Bukavu, 28 ottobre 2006

Giornata di silenzio pre elezioni oggi nella Repubblica Democratica del Congo. A partire dalla mezzanotte di ieri vietati comizi, cortei, manifestazioni di preferenze di voto. Anche i cartelli e gli striscioni sono stati tolti nottetempo dai muri e dagli alberi.

Gli osservatori italiani giunti per monitorare il voto hanno registrato solo sporadici episodi di violazione del divieto, per esempio nella città di Goma (dove sono rimasti esposti i cartelloni propagandistici) e nel territorio del Masisi (dove sono state distribuite magliette di sostegno alla fazione filo rwandese).

In tutto il Paese sono stati nel frattempo allestiti i seggi elettorali, anche se si registrano alcuni ritardi e difficoltà, in parte dovute alla mancanza di elettricità.

In mattinata è inoltre giunta la notizia dell'arresto di un presidente di seggio nel villaggio di Buganda, a cinque chilometri da Nyamilima, nel Nord Kivu.

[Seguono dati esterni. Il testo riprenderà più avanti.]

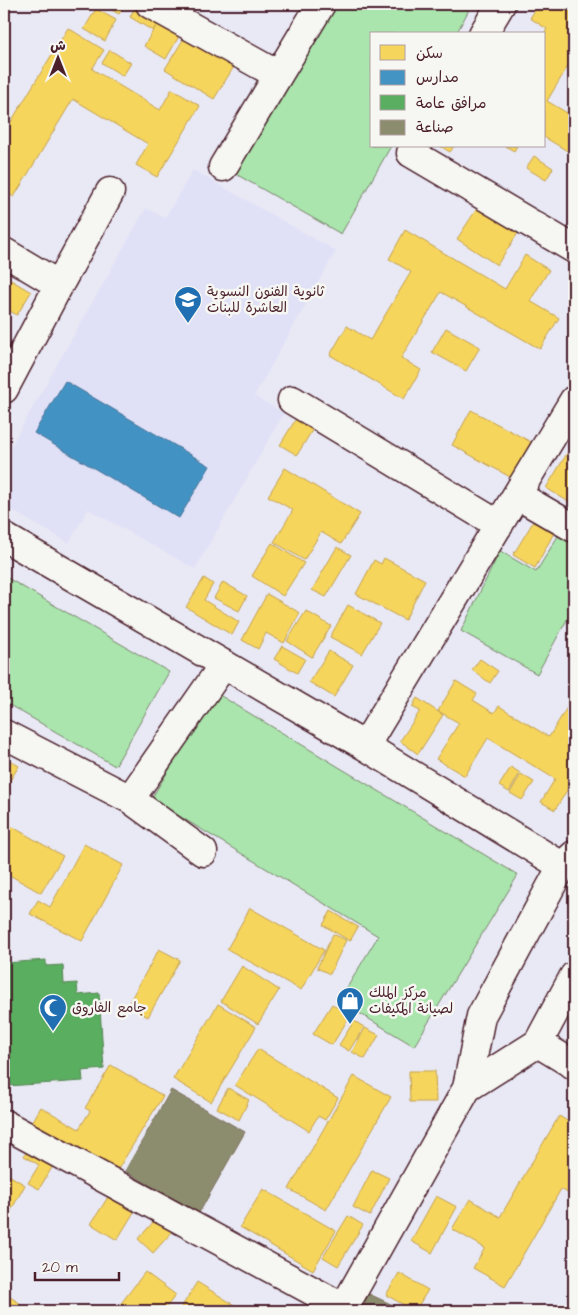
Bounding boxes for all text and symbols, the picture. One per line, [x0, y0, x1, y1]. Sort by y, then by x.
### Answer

Il presidente è accusato di aver tentato di sostituire i membri prescelti del seggio con propri conoscenti. La denuncia è arrivata direttamente dalla Commissione elettorale indipendente (Cei) locale. L'incarico è stato affidato ad altri e la situazione normalizzata.

Sempre questa mattina sono stati distintamente uditi tre colpi di mortaio. Secondo la Monuc si tratterebbe di colpi esplosi nel vicino Rwanda, nel tentativo di accrescere la tensione al di qua del confine.

Almeno tremila persone hanno partecipato oggi, nonostante la pioggia, alla celebrazione in ricordo del vescovo Christophe Munzihirwa, assassinato a Bukavu la sera del 29 ottobre 1996, esattamente dieci anni fa. La partecipazione è stata molto intensa, anche perché Munzihirwa era molto amato dalla gente comune. Un lungo corteo è partito dal luogo dell'assassinio, oggi ribattezzato Place Munzihirwa, alla volta della cattedrale dove il vescovo è sepolto. Là l'attuale arcivescovo, mons. Francois Xavier Maroyi, ha presieduto a una celebrazione eucaristica con la benedizione della tomba.

Mons. Munzihirwa era stato l'unico a denunciare con coraggio di fronte al mondo intero che già nel 1996 si stava pianificando un massacro dei rifugiati rwandesi hutu presenti nel Kivu, e al tempo stesso l'invasione della regione da parte degli eserciti di Rwanda, Burundi e Uganda. Una settimana esatta prima di essere assassinato, dopo una dichiarazione sulla situazione reale della regione, aveva detto: "Oggi mi sono giocato la vita: ho sottoscritto la mia condanna a morte".

Il vescovo ha avuto il coraggio di dire la verità di fronte alle autorità e alla comunità internazionale, per proteggere la popolazione, sia congolese che rwandese presente in Congo, dalla violenza del conflitto e dell'invasione del Paese.

Durante gli attacchi che avrebbero portato all'occupazione della città, il vescovo era l'unica autorità rimasta presente accanto alla propria gente. Dai microfoni della radio, continuava a incitare la popolazione a non fuggire di fronte all'invasione, e di restare sulla propria terra.

In Place Munzihirwa è posta sin dal 2002 un'effige nel vescovo assassinato. Nel 2004, durante una delle occupazioni della città, i militari stranieri la colpirono con 16 colpi di arma da fuoco. Da allora la gente continua a porre dei fiori nei fori delle pallottole.

Da oggi a quest'effige ne è stata affiancata un'altra: ritrae l'arcivescovo martire vestito con un semplice cappotto, come era solito vestire senza nessuna insegna episcopale, girando a piedi come la gente comune.